La présence sur un marché contribue à l’influence politique, or la Chine est devenue le premier partenaire commercial des pays du Mercosur. L’UE s’inquiète donc logiquement d’y perdre du terrain. Mais si un accord de libre-échange est un outil de dialogue et de concertation en temps réel, qui permet bien souvent d’aplanir les différends et d’améliorer les relations, il ne garantit en rien une bonne entente politique. La Chine n’a d’ailleurs pas attendu de signer des accords de libre-échange pour étendre son influence dans le monde.
Cet accord est-il mauvais pour le climat ou la protection de la biodiversité ?

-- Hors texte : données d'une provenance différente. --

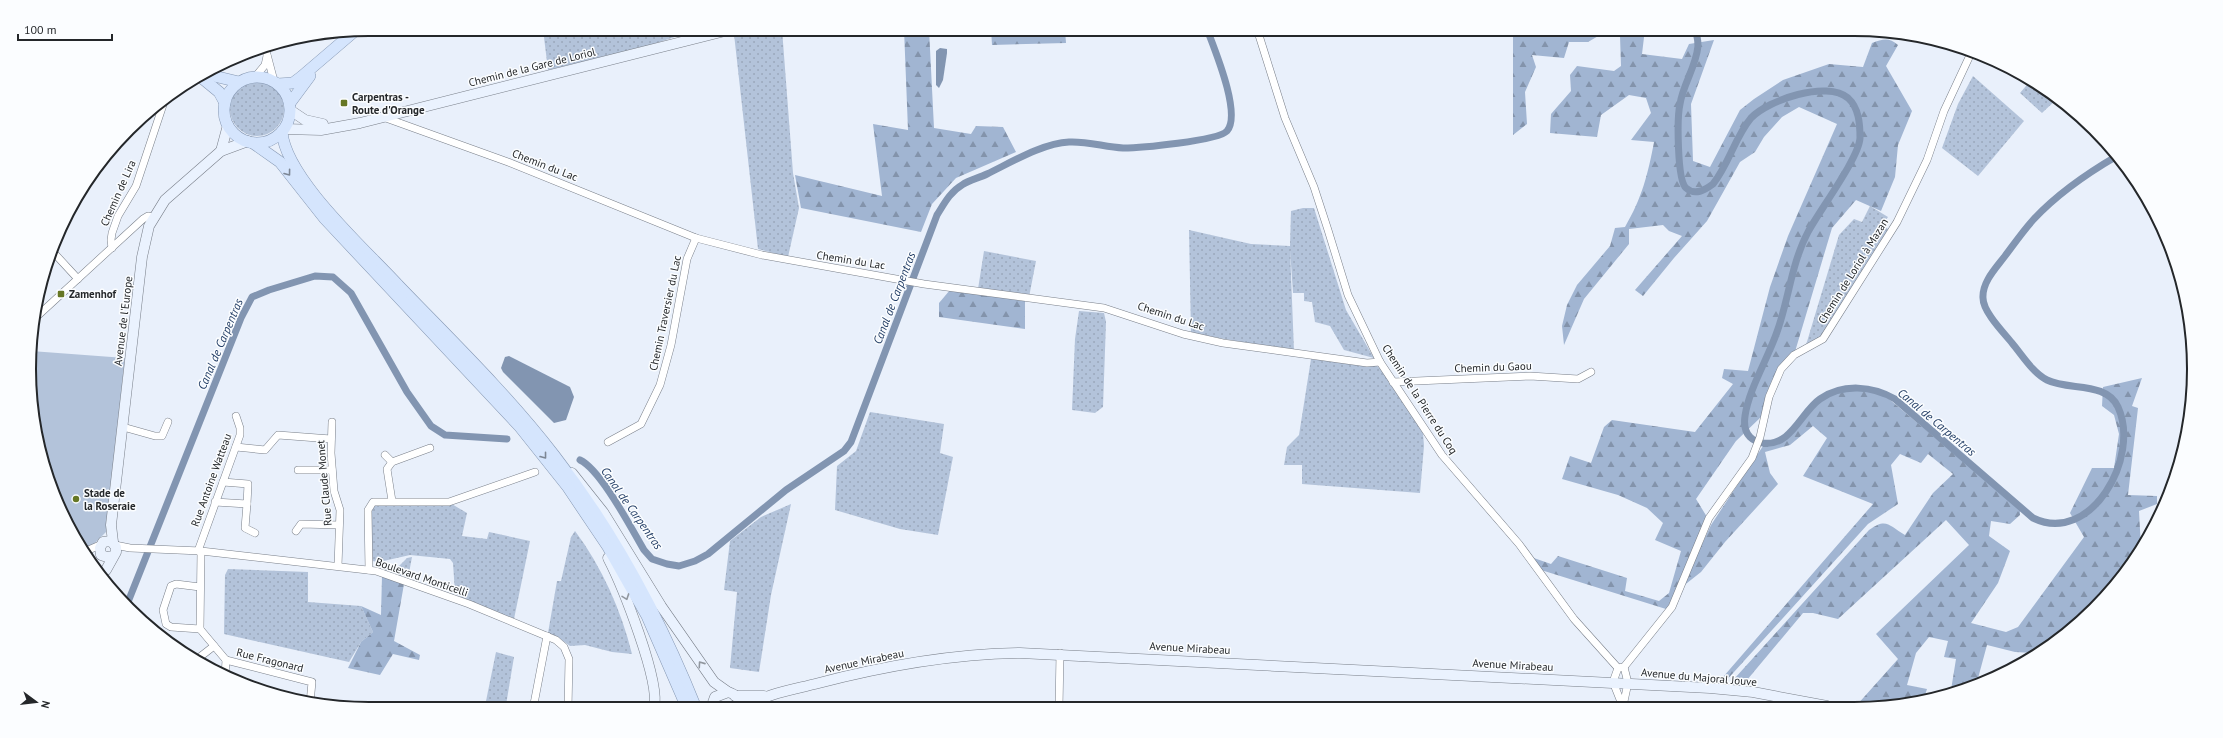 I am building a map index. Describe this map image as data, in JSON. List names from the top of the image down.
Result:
{
  "streets": {
    "main road": [
      "Chemin de la Gare de Loriol",
      "Avenue de l'Europe",
      "Avenue Mirabeau",
      "Avenue du Majoral Jouve"
    ],
    "street": [
      "Chemin du Lac",
      "Chemin de Lira",
      "Chemin de Loriol à Mazan",
      "Chemin Traversier du Lac",
      "Chemin du Gaou",
      "Chemin de la Pierre du Coq",
      "Rue Antoine Watteau",
      "Rue Claude Monet",
      "Boulevard Monticelli",
      "Rue Fragonard"
    ]
  },
  "crossings": [
    ["Chemin de la Gare de Loriol", "Chemin du Lac"],
    ["Chemin de la Gare de Loriol", "Avenue de l'Europe"],
    ["Chemin du Lac", "Chemin Traversier du Lac"],
    ["Chemin du Lac", "Chemin de la Pierre du Coq"],
    ["Chemin de Loriol à Mazan", "Chemin de la Pierre du Coq"],
    ["Chemin de Loriol à Mazan", "Avenue Mirabeau"],
    ["Chemin de Loriol à Mazan", "Avenue du Majoral Jouve"],
    ["Avenue de l'Europe", "Boulevard Monticelli"],
    ["Chemin du Gaou", "Chemin de la Pierre du Coq"],
    ["Rue Antoine Watteau", "Boulevard Monticelli"],
    ["Rue Claude Monet", "Boulevard Monticelli"],
    ["Avenue Mirabeau", "Avenue du Majoral Jouve"]
  ],
  "water": ["Canal de Carpentras"],
  "places": {
    "transit": ["Carpentras - Route d'Orange", "Zamenhof"],
    "other": ["Stade de la Roseraie"]
  },
  "scale_bar": "100 m",
  "north": "right"
} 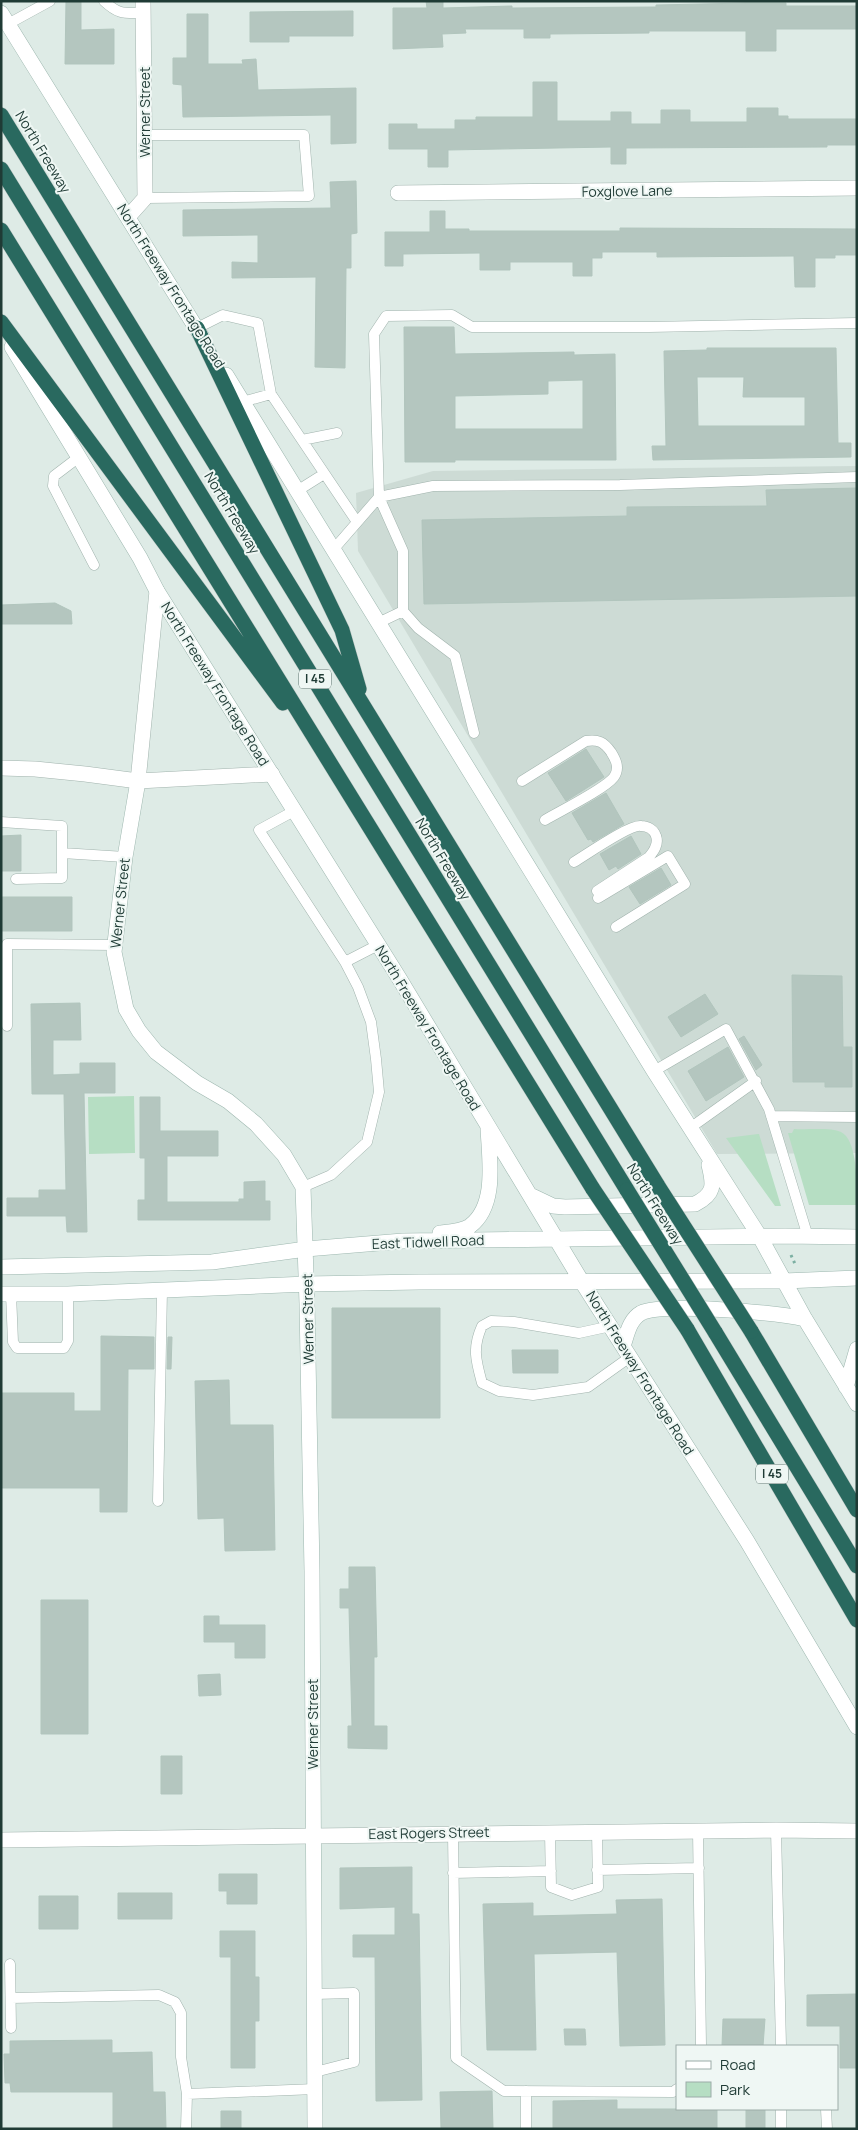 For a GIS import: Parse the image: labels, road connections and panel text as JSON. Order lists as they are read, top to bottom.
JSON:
{
  "streets": {
    "highway": ["North Freeway", "I 45"],
    "main road": [
      "Werner Street",
      "Foxglove Lane",
      "North Freeway Frontage Road",
      "East Tidwell Road",
      "East Rogers Street"
    ]
  },
  "crossings": [
    ["Werner Street", "North Freeway Frontage Road"],
    ["Werner Street", "East Tidwell Road"],
    ["Werner Street", "East Rogers Street"],
    ["North Freeway Frontage Road", "East Tidwell Road"]
  ],
  "legend": ["Road", "Park"]
} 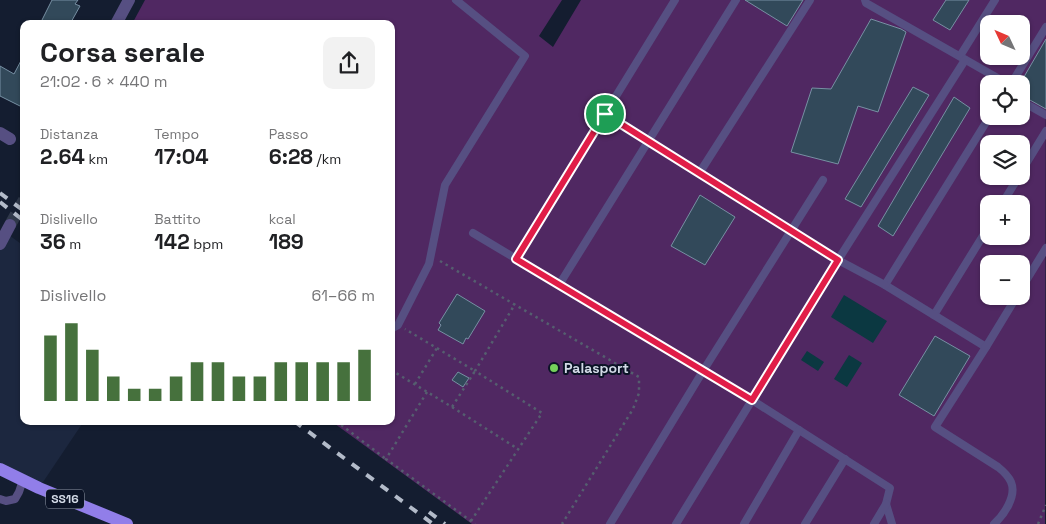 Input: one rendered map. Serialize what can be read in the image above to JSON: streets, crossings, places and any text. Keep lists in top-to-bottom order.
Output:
{
  "streets": {
    "main road": ["SS16"]
  },
  "places": ["Palasport"],
  "north": "top left",
  "page": {
    "map_buttons": ["+", "−"],
    "heading": ["Corsa serale", "21:02 · 6 × 440 m"],
    "stats": [
      ["Distanza", "2.64 km"],
      ["Tempo", "17:04"],
      ["Passo", "6:28 /km"],
      ["Dislivello", "36 m"],
      ["Battito", "142 bpm"],
      ["kcal", "189"]
    ],
    "chart": ["Dislivello", "61–66 m"]
  }
} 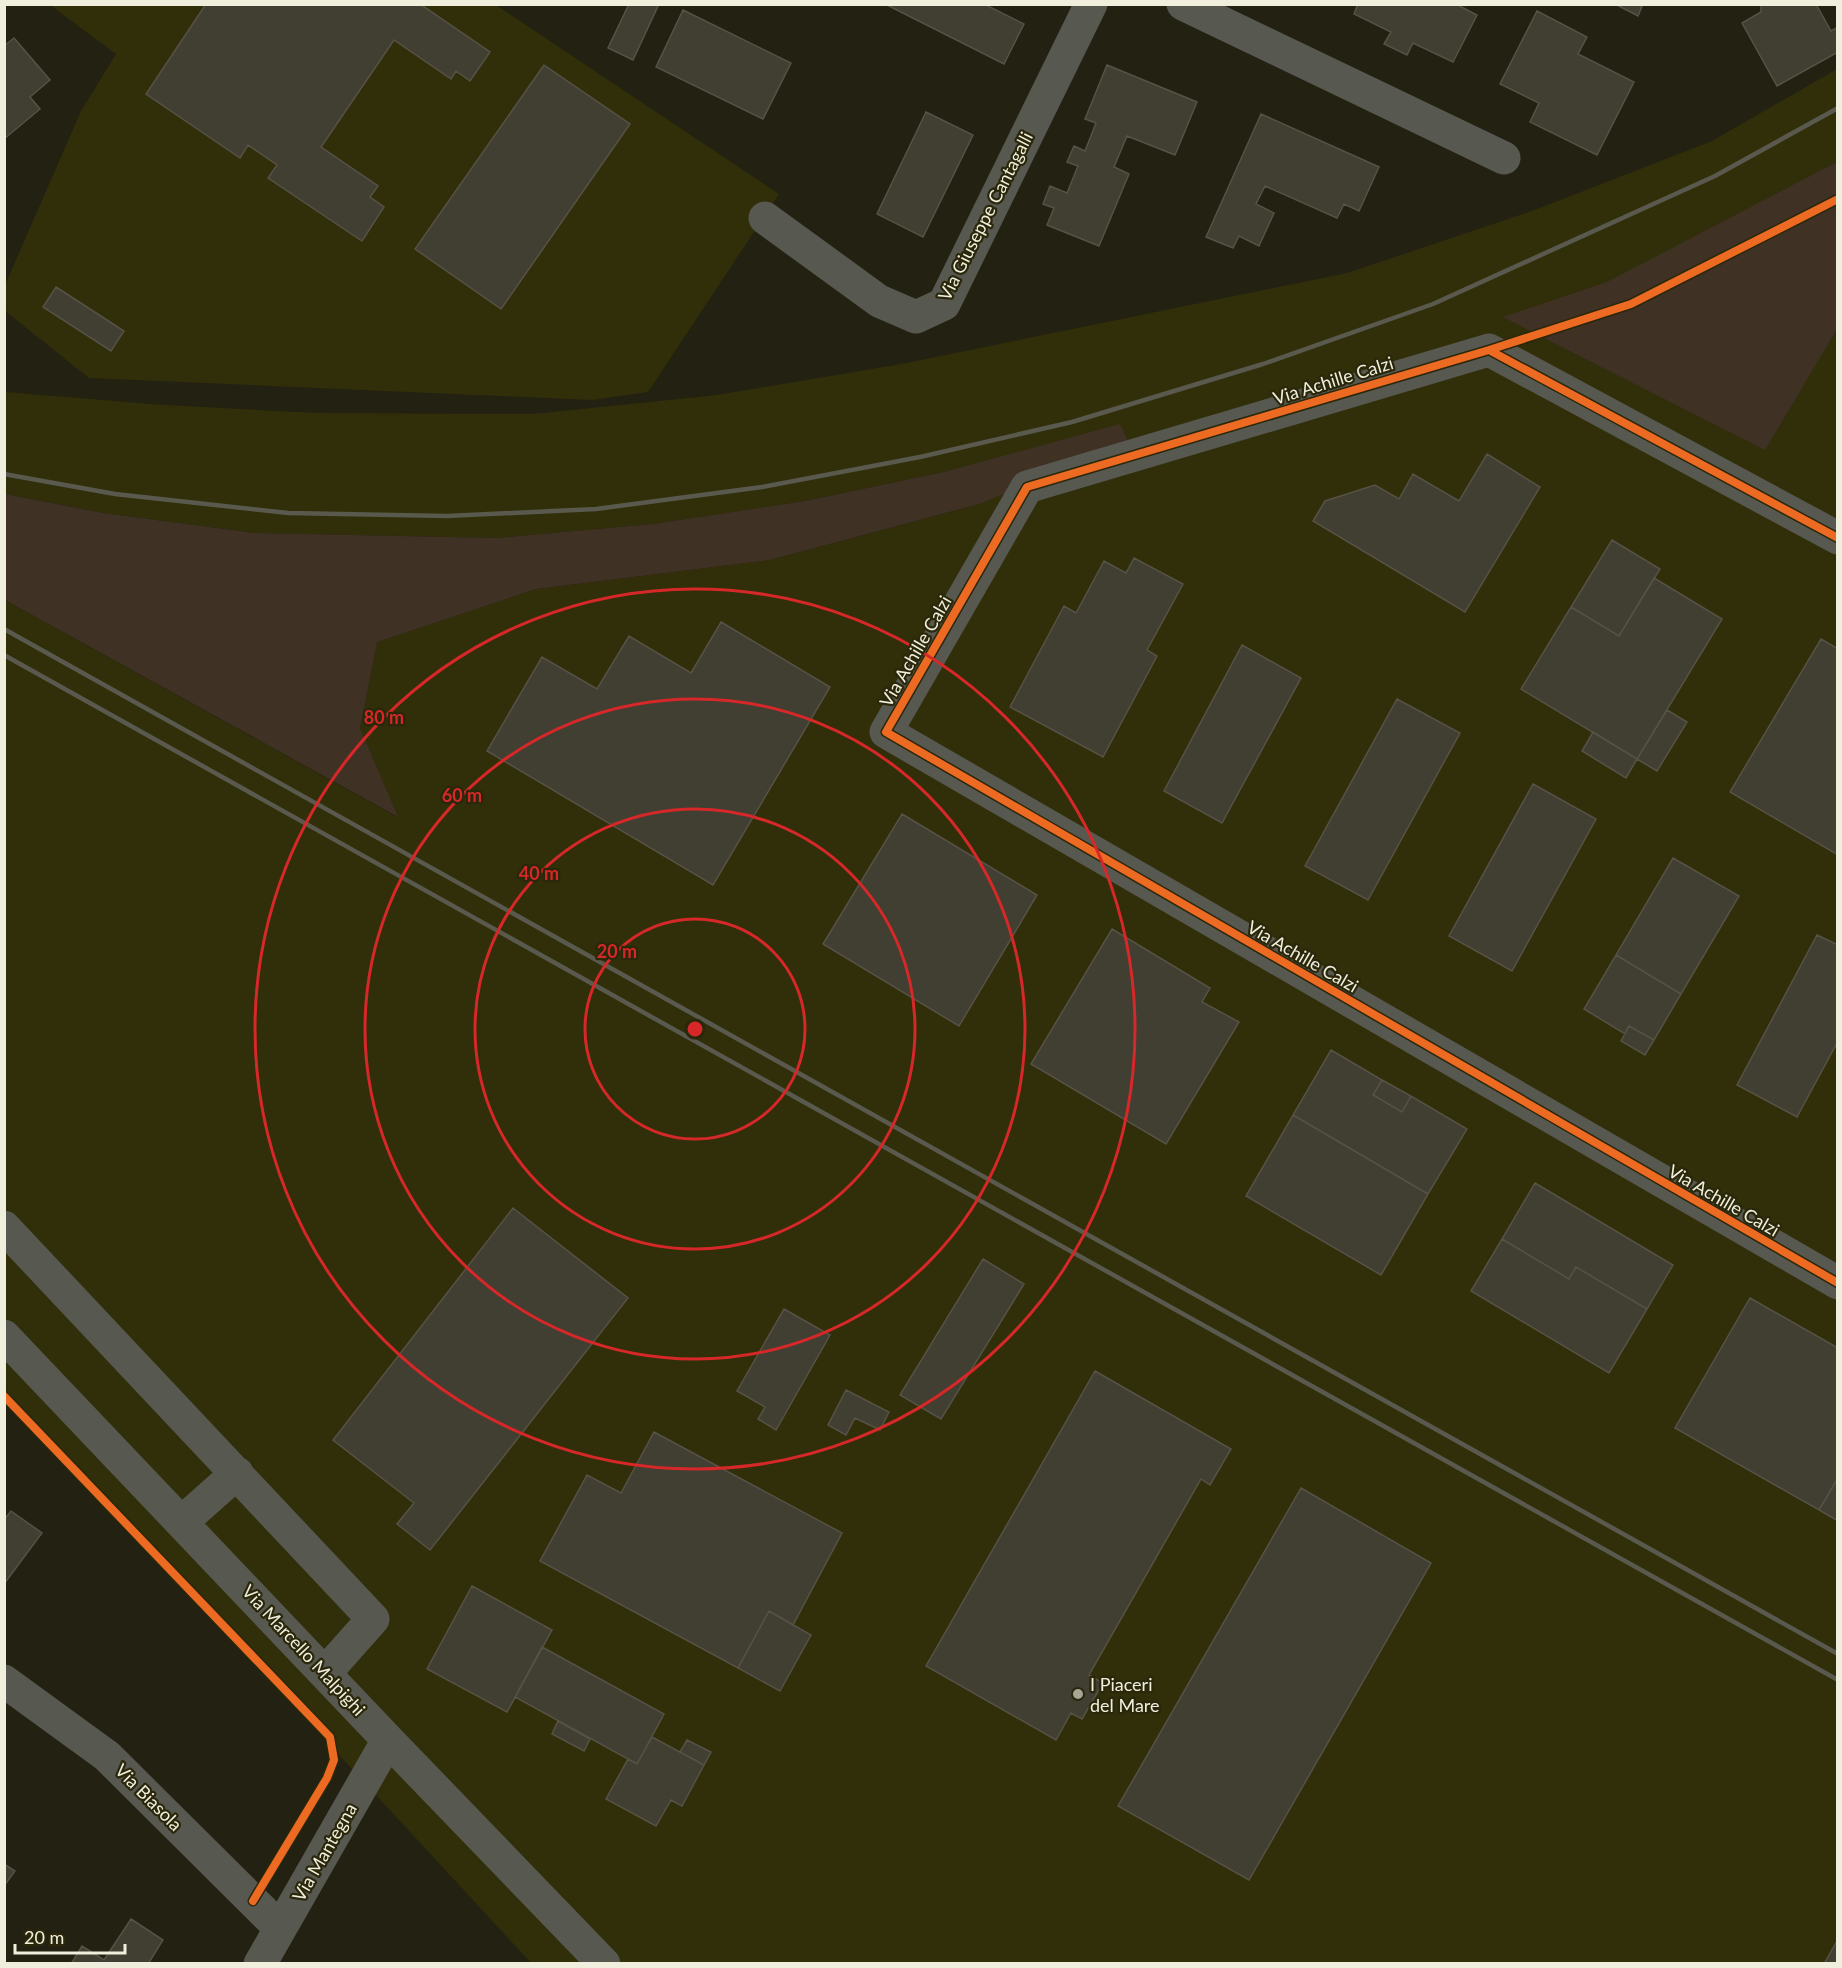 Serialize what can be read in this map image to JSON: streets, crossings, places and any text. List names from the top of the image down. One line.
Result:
{"streets":{"street":["Via Giuseppe Cantagalli","Via Achille Calzi","Via Marcello Malpighi","Via Biasola","Via Mantegna"]},"crossings":[["Via Marcello Malpighi","Via Mantegna"],["Via Biasola","Via Mantegna"]],"places":["I Piaceri del Mare"],"scale_bar":"20 m","rings":["80 m","60 m","40 m","20 m"]}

On aborde souvent la question au travers du seul transport, alors que ce n’est pas nécessairement l’aspect décisif. Les impacts sur les modes de production, en favorisant les technologies décarbonées ou les producteurs les plus vertueux, sont potentiellement beaucoup plus importants. D’où la nécessité, par exemple, de clauses contraignantes en matière de déforestation, avec des garanties sur leur application. La conclusion de cet accord coïncide avec le report probable de la réglementation européenne contre la déforestation, ce qui est un bien mauvais signal à cet égard. L’environnement devrait être un élément beaucoup plus structurant dans les règles du commerce international. Mais la question que cet accord pose aussi, c’est de savoir comment conserver les moyens de nos ambitions en matière de normes. L’UE veut à juste titre être un leader dans les réglementations sociales et environnementales tout en préservant sa prospérité, qui repose en partie sur ses exportations, notamment pour payer nos factures énergétiques et de matières premières. Un équilibre de plus en plus fragile.